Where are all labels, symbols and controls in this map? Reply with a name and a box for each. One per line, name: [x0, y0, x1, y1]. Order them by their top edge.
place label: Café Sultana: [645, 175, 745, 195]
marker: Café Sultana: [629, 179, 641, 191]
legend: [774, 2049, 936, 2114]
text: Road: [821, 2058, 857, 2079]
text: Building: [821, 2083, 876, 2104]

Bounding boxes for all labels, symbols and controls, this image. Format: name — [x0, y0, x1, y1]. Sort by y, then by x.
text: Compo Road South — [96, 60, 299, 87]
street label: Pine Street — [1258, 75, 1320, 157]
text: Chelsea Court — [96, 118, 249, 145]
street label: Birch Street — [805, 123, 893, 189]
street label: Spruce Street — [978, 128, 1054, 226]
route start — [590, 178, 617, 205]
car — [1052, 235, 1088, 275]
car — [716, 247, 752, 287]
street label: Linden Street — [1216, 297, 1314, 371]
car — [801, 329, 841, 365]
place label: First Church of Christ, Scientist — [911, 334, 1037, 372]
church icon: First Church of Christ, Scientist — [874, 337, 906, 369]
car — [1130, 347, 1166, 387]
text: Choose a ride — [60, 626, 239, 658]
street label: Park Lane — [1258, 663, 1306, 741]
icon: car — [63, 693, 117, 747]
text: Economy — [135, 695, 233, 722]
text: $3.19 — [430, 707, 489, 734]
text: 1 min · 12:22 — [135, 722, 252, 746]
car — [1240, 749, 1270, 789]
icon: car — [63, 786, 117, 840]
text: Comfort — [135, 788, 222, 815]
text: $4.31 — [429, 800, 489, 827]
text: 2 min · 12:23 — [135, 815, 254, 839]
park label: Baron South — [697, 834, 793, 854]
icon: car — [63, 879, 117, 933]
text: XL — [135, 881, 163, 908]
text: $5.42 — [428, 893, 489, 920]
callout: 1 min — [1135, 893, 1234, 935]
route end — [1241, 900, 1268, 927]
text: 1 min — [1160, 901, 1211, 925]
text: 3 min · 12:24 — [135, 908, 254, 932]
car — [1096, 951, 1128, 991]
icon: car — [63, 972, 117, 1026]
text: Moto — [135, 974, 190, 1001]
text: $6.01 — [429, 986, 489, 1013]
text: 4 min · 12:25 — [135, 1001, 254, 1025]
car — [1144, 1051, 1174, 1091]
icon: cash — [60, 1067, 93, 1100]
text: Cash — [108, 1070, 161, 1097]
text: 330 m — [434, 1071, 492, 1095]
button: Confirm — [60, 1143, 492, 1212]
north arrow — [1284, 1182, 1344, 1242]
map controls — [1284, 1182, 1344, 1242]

::::::::

- **Exercise**: Your output must be an exact copy of every entry.

- **Reply to the exercise**:
Where are all labels, symbols and controls in this map? Reply with a name and a box for each. One per line, name: [x0, y0, x1, y1]. Order them by their top edge.
place label: Café Sultana: [645, 175, 745, 195]
marker: Café Sultana: [629, 179, 641, 191]
legend: [774, 2049, 936, 2114]
text: Road: [821, 2058, 857, 2079]
text: Building: [821, 2083, 876, 2104]

Bounding boxes for all labels, symbols and controls, this image. Format: name — [x0, y0, x1, y1]. Sort by y, then by x.
text: Compo Road South — [96, 60, 299, 87]
street label: Pine Street — [1258, 75, 1320, 157]
text: Chelsea Court — [96, 118, 249, 145]
street label: Birch Street — [805, 123, 893, 189]
street label: Spruce Street — [978, 128, 1054, 226]
route start — [590, 178, 617, 205]
car — [1052, 235, 1088, 275]
car — [716, 247, 752, 287]
street label: Linden Street — [1216, 297, 1314, 371]
car — [801, 329, 841, 365]
place label: First Church of Christ, Scientist — [911, 334, 1037, 372]
church icon: First Church of Christ, Scientist — [874, 337, 906, 369]
car — [1130, 347, 1166, 387]
text: Choose a ride — [60, 626, 239, 658]
street label: Park Lane — [1258, 663, 1306, 741]
icon: car — [63, 693, 117, 747]
text: Economy — [135, 695, 233, 722]
text: $3.19 — [430, 707, 489, 734]
text: 1 min · 12:22 — [135, 722, 252, 746]
car — [1240, 749, 1270, 789]
icon: car — [63, 786, 117, 840]
text: Comfort — [135, 788, 222, 815]
text: $4.31 — [429, 800, 489, 827]
text: 2 min · 12:23 — [135, 815, 254, 839]
park label: Baron South — [697, 834, 793, 854]
icon: car — [63, 879, 117, 933]
text: XL — [135, 881, 163, 908]
text: $5.42 — [428, 893, 489, 920]
callout: 1 min — [1135, 893, 1234, 935]
route end — [1241, 900, 1268, 927]
text: 1 min — [1160, 901, 1211, 925]
text: 3 min · 12:24 — [135, 908, 254, 932]
car — [1096, 951, 1128, 991]
icon: car — [63, 972, 117, 1026]
text: Moto — [135, 974, 190, 1001]
text: $6.01 — [429, 986, 489, 1013]
text: 4 min · 12:25 — [135, 1001, 254, 1025]
car — [1144, 1051, 1174, 1091]
icon: cash — [60, 1067, 93, 1100]
text: Cash — [108, 1070, 161, 1097]
text: 330 m — [434, 1071, 492, 1095]
button: Confirm — [60, 1143, 492, 1212]
north arrow — [1284, 1182, 1344, 1242]
map controls — [1284, 1182, 1344, 1242]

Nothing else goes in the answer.